= Exercise description =
Find the line with "const shape = rows" in the entries below, then reproduce it and every line after it down to and including the line with "3, [2.5, 2.5]);", exactly.

Stored items:

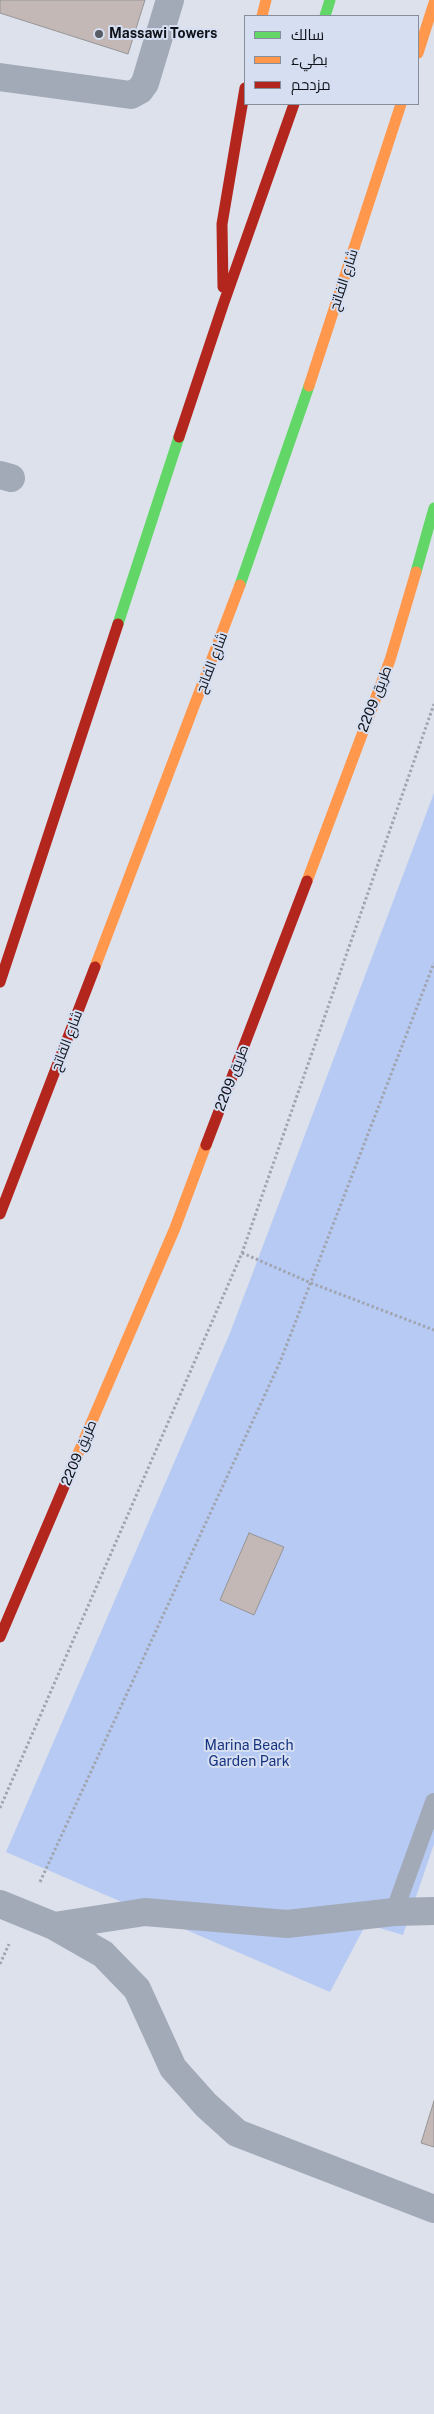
<!DOCTYPE html>
<html>
<head>
<meta charset="utf-8">
<style>
  body { margin:0 }
  #map { position:relative; width:434px; height:2414px; overflow:hidden; background:#dce1ec; font-family:"Public Sans",Cairo,sans-serif }
  canvas { display:block }
  .legend { position:absolute; left:244px; top:15px; width:175px; height:90px; box-sizing:border-box; background:#d6dff2; border:1px solid #878d9b; margin:0; padding:6px 9px; list-style:none; font-size:15px; color:#101319 }
  .legend li { display:flex; align-items:center; gap:10px; height:25px }
  .legend b { width:25px; border:1px solid #878d9b }
</style>
</head>
<body>
<div id="map">
<canvas width="434" height="2414"></canvas>
<ul class="legend">
<li><b style="height:6px;background:#63d668"></b>سالك</li>
<li><b style="height:6px;background:#ff974d"></b>بطيء</li>
<li><b style="height:6px;background:#b3261e"></b>مزدحم</li>
</ul>
</div>
<script>
const ctx = document.querySelector('canvas').getContext('2d');
ctx.lineJoin = 'round';
function fill(path, color) { ctx.fillStyle = color; ctx.fill(path, 'evenodd'); }
const shape = rows => new Path2D(rows.map(r => 'M' + r).join(''));
function strokePath(path, color, width, dash) { ctx.strokeStyle = color; ctx.lineWidth = width; ctx.lineCap = dash ? 'butt' : 'round'; ctx.setLineDash(dash || []); ctx.stroke(path); }
function label(font, color, halo, rows, align = 'center') {
  ctx.font = font + ' "Public Sans",Cairo,sans-serif'; ctx.lineWidth = 4; ctx.setLineDash([]); ctx.textBaseline = 'middle'; ctx.strokeStyle = halo; ctx.fillStyle = color; for (const [text, x, y, turn = 0] of rows) {
    ctx.save(); ctx.translate(x, y); ctx.rotate((+turn || 0) * Math.PI / 180); ctx.textAlign = isNaN(turn) ? turn : align; if (halo) ctx.strokeText(text, 0, 0); ctx.fillText(text, 0, 0); ctx.restore();
  }
}
fill(shape([
  [434,793,434,1844,403,1935,366,1924,330,1992,6,1852,230,1333]
]), '#b7caf3');
const building = shape([
  [0,0,145,0,128,54,0,13,0,0],
  [249,1533,284,1547,254,1615,220,1600,249,1533],
  [434,2101,434,2147,421,2143,434,2101]
]);
fill(building, '#c3b8b5');
strokePath(building, '#969598', 1);
strokePath(shape([
  [242,1253,311,1283,434,1330],
  [0,1808,242,1253,434,704],
  [40,1882,280,1362,434,963],
  [0,1964,9,1944]
]), '#a0a5b0', 3, [2.5, 2.5]);
strokePath(shape([
  [394,1912,434,1802]
]), '#a2aab8', 18);
strokePath(shape([
  [0,77,131,95,140,90,145,83,170,0],
  [0,475,11,478],
  [0,1904,54,1926,103,1954,137,1989,173,2068,206,2105,237,2133,434,2209],
  [54,1926,145,1912,287,1924,394,1912,434,1911]
]), '#a2aab8', 28);
strokePath(shape([
  [325,16,330,0],
  [416,572,434,508],
  [240,585,309,386],
  [118,624,179,437]
]), '#63d668', 11);
strokePath(shape([
  [262,16,266,0],
  [418,53,434,3],
  [309,386,401,104],
  [307,881,390,660,416,572],
  [95,967,240,585],
  [74,1463,175,1228,206,1145]
]), '#ff974d', 11);
strokePath(shape([
  [223,287,222,224,245,88],
  [179,437,223,305,294,104],
  [0,982,118,624],
  [206,1145,307,881],
  [0,1214,95,967],
  [0,1637,74,1463]
]), '#b3261e', 11);
for (const [x, y, r, color] of [
  [99,34,5,"#575b63"]
]) { const dot = new Path2D(); dot.arc(x, y, r, 0, 2 * Math.PI); ctx.fillStyle = color; ctx.fill(dot); strokePath(dot, '#d6dff2', 2); }
label('bold 14px', '#101319', '#d6dff2', [
  ["Massawi Towers",109,34]
], 'left');
label('14px', '#101319', '#d6dff2', [
  ["شارع الفاتح",344,280,-72],
  ["شارع الفاتح",212,663,-69],
  ["طريق 2209",375,699,-69],
  ["شارع الفاتح",67,1041,-69],
  ["طريق 2209",232,1078,-69],
  ["طريق 2209",79,1453,-67]
]);
label('14px', '#15337f', '#d6dff2', [
  ["Marina Beach",249,1746],
  ["Garden Park",249,1762]
]);
</script>
</body>
</html>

= Expected answer =
const shape = rows => new Path2D(rows.map(r => 'M' + r).join(''));
function strokePath(path, color, width, dash) { ctx.strokeStyle = color; ctx.lineWidth = width; ctx.lineCap = dash ? 'butt' : 'round'; ctx.setLineDash(dash || []); ctx.stroke(path); }
function label(font, color, halo, rows, align = 'center') {
  ctx.font = font + ' "Public Sans",Cairo,sans-serif'; ctx.lineWidth = 4; ctx.setLineDash([]); ctx.textBaseline = 'middle'; ctx.strokeStyle = halo; ctx.fillStyle = color; for (const [text, x, y, turn = 0] of rows) {
    ctx.save(); ctx.translate(x, y); ctx.rotate((+turn || 0) * Math.PI / 180); ctx.textAlign = isNaN(turn) ? turn : align; if (halo) ctx.strokeText(text, 0, 0); ctx.fillText(text, 0, 0); ctx.restore();
  }
}
fill(shape([
  [434,793,434,1844,403,1935,366,1924,330,1992,6,1852,230,1333]
]), '#b7caf3');
const building = shape([
  [0,0,145,0,128,54,0,13,0,0],
  [249,1533,284,1547,254,1615,220,1600,249,1533],
  [434,2101,434,2147,421,2143,434,2101]
]);
fill(building, '#c3b8b5');
strokePath(building, '#969598', 1);
strokePath(shape([
  [242,1253,311,1283,434,1330],
  [0,1808,242,1253,434,704],
  [40,1882,280,1362,434,963],
  [0,1964,9,1944]
]), '#a0a5b0', 3, [2.5, 2.5]);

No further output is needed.